* Exercise directions
Which of the lines in the data mention the string "sans"? List them all.

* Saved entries
*** Begin section ***
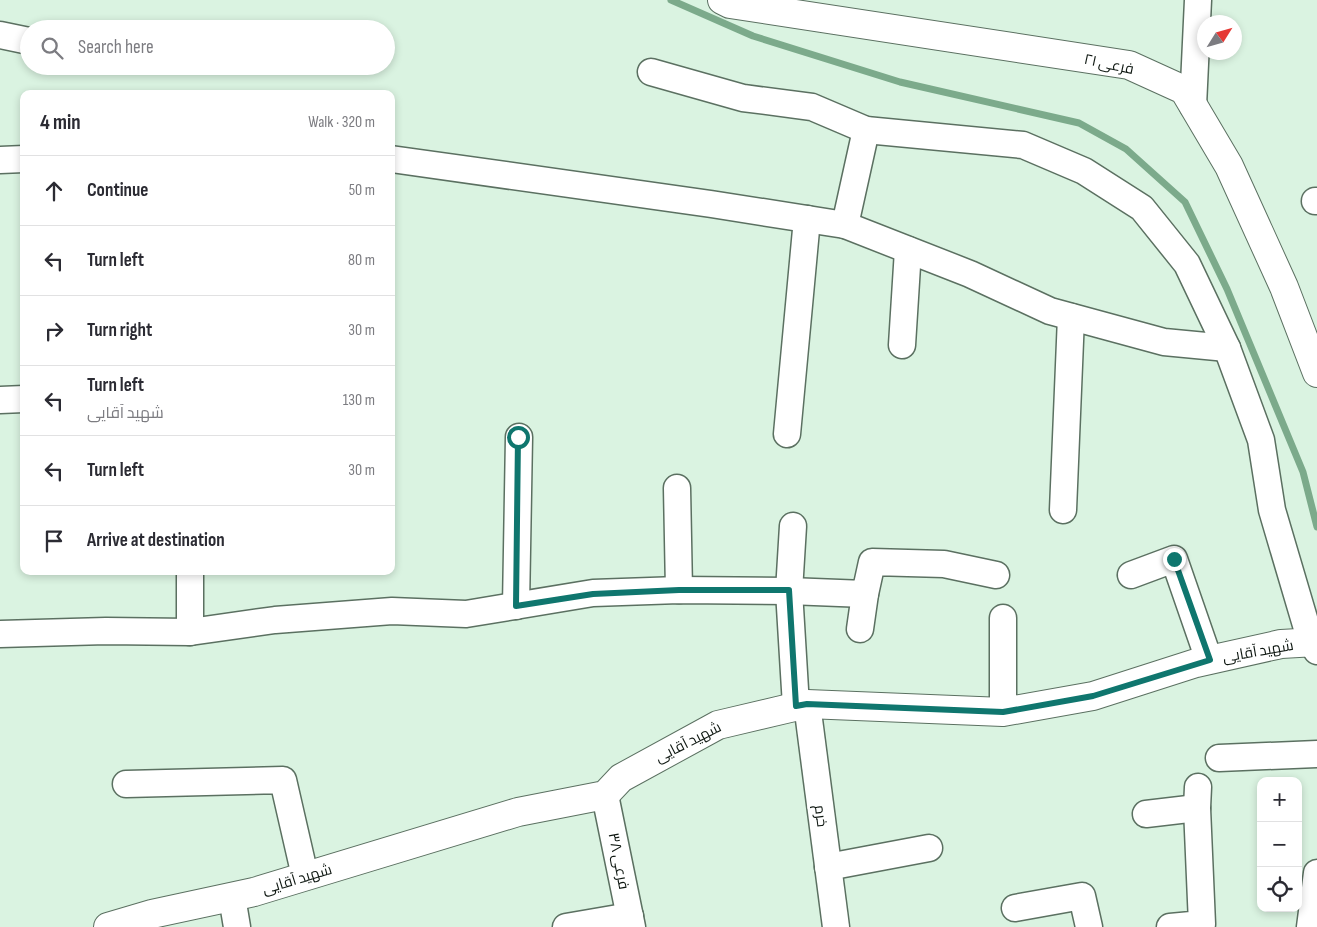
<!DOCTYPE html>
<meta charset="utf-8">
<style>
:root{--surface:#fff;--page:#f7f7f7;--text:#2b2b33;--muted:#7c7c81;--line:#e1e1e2}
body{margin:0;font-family:"Sofia Sans Condensed",Cairo,sans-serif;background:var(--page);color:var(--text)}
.controls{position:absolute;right:15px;bottom:15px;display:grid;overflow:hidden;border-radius:10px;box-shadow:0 2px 8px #0003}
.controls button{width:45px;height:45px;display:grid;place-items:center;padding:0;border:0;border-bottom:1px solid var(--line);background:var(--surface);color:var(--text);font:25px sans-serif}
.compass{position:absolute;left:1197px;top:15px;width:45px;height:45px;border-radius:50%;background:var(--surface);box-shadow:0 2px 8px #0003;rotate:53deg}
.stop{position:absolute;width:15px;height:15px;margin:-11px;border:4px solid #0f766e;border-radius:50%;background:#fff}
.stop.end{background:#0f766e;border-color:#fff;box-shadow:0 1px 5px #0008}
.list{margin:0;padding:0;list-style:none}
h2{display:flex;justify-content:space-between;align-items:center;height:65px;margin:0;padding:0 20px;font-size:21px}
h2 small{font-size:16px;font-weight:400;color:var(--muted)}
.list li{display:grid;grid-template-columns:32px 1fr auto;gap:15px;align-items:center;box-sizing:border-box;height:70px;padding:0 20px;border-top:1px solid var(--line)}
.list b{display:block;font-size:19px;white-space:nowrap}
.list p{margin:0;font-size:16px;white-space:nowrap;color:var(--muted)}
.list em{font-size:16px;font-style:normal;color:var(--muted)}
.icon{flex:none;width:28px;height:28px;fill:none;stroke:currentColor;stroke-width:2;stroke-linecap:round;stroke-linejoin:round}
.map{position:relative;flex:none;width:1317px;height:927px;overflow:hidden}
.search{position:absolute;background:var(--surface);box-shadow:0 2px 8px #0003;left:20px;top:20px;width:375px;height:55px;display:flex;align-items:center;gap:12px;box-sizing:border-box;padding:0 18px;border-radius:28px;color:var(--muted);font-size:19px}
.panel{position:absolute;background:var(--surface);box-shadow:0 2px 8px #0003;left:20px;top:90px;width:375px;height:485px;border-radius:10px}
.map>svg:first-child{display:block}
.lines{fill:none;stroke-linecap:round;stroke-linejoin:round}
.stream{stroke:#7caa8b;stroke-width:7}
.minor-casing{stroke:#5b7061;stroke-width:29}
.tertiary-casing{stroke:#5b7061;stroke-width:30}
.minor{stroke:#fff;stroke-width:26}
.tertiary{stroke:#fff;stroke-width:28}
.route{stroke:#0f766e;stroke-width:6}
.labels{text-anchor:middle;stroke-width:5;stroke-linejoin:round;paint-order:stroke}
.street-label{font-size:15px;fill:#0e1711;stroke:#fff}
</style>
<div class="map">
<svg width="1317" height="927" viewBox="0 0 1317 927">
<rect width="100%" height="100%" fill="#daf3e1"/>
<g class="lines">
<path class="stream" d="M671 0 753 36 900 82 1079 123 1126 149 1185 202 1227 289 1303 472 1317 527"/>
<g class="minor-casing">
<g id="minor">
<path d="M0 35 29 41"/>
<path d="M651 72 743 98 812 107 866 130 1023 145 1084 171 1142 208 1187 264 1227 348 1261 440 1272 510 1311 642 1317 651"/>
<path d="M1193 106 1198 0"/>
<path d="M391 159 711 204 845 225 970 274 1050 311 1164 342 1227 348"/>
<path d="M0 160 24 159"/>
<path d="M1315 201H1317"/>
<path d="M845 225 866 130"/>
<path d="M902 345 908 250"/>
<path d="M0 400 24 399"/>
<path d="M787 434 807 219"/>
<path d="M677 488 679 590"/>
<path d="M1063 510 1071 317"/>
<path d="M793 526 789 591 796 706"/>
<path d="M190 571V632"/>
<path d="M1131 575 1174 559 1209 660"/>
<path d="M516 606 519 437"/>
<path d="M1003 618V712"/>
<path d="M860 629 865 594"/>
<path d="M0 634 106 631 190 632 275 620 392 611 466 614 593 593 679 590 789 591 865 594 872 562 944 564 996 575"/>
<path d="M807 704 836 927"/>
<path d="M1219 758 1317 754"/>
<path d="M126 784 283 780 305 876"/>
<path d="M605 795 632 927"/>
<path d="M1146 814 1197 808"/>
<path d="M828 867 929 848"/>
<path d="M232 897 237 927"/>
<path d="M1015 908 1082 896 1089 927"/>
<path d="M566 927 630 916"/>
<path d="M1170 927 1202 924 1197 808 1198 787"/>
<path d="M1310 927 1317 873"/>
</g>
</g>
<g class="tertiary-casing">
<g id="tertiary">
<path d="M722 0 730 4 1129 65 1184 90 1229 166 1284 287 1317 373"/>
<path d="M108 927 152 914 254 892 518 812 605 795 621 778 718 725 807 704 1003 712 1093 696 1196 663 1281 644 1317 642"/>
</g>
</g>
<use href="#minor" class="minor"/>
<use href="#tertiary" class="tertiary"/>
</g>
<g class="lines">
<path class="route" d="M518 437 516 606 593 594 679 590H789L796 706 807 704 1003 712 1093 696 1210 660 1174 559"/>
</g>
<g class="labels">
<g class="street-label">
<text transform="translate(1109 64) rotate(12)" y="5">فرعی ۲۱</text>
<text transform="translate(1258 651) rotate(-10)" y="5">شهید آقایی</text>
<text transform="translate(688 742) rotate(-27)" y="5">شهید آقایی</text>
<text transform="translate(821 816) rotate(83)" y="5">خرم</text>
<text transform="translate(619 861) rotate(79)" y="5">فرعی ۳۸</text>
<text transform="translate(297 879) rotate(-17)" y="5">شهید آقایی</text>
</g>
</g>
</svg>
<div class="controls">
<button>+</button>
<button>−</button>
<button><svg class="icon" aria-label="locate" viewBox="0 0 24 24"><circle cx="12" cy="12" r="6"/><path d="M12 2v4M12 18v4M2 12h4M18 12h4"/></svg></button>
</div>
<svg class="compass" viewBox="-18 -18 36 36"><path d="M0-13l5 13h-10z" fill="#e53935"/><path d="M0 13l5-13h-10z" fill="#7c7c81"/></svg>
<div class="stop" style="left:518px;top:437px"></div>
<div class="stop end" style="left:1174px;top:559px"></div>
<div class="search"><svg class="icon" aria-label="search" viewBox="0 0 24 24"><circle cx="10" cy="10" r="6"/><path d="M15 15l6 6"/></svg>Search here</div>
<section class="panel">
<h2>4 min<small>Walk · 320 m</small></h2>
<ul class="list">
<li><svg class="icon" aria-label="ahead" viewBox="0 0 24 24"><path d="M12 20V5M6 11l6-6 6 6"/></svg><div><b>Continue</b></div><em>50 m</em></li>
<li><svg class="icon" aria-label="left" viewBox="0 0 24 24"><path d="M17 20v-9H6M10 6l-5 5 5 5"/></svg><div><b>Turn left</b></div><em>80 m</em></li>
<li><svg class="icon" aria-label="right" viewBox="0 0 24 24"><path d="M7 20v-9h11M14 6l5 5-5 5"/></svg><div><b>Turn right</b></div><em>30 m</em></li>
<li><svg class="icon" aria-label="left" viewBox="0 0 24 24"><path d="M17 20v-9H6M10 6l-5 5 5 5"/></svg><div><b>Turn left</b><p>شهید آقایی</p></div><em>130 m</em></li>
<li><svg class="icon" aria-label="left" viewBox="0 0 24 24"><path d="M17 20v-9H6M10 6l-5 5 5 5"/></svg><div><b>Turn left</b></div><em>30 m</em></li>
<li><svg class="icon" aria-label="arrive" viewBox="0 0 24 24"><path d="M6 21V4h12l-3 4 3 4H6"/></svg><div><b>Arrive at destination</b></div></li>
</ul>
</section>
</div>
*** End section ***
* Response box
body{margin:0;font-family:"Sofia Sans Condensed",Cairo,sans-serif;background:var(--page);color:var(--text)}
.controls button{width:45px;height:45px;display:grid;place-items:center;padding:0;border:0;border-bottom:1px solid var(--line);background:var(--surface);color:var(--text);font:25px sans-serif}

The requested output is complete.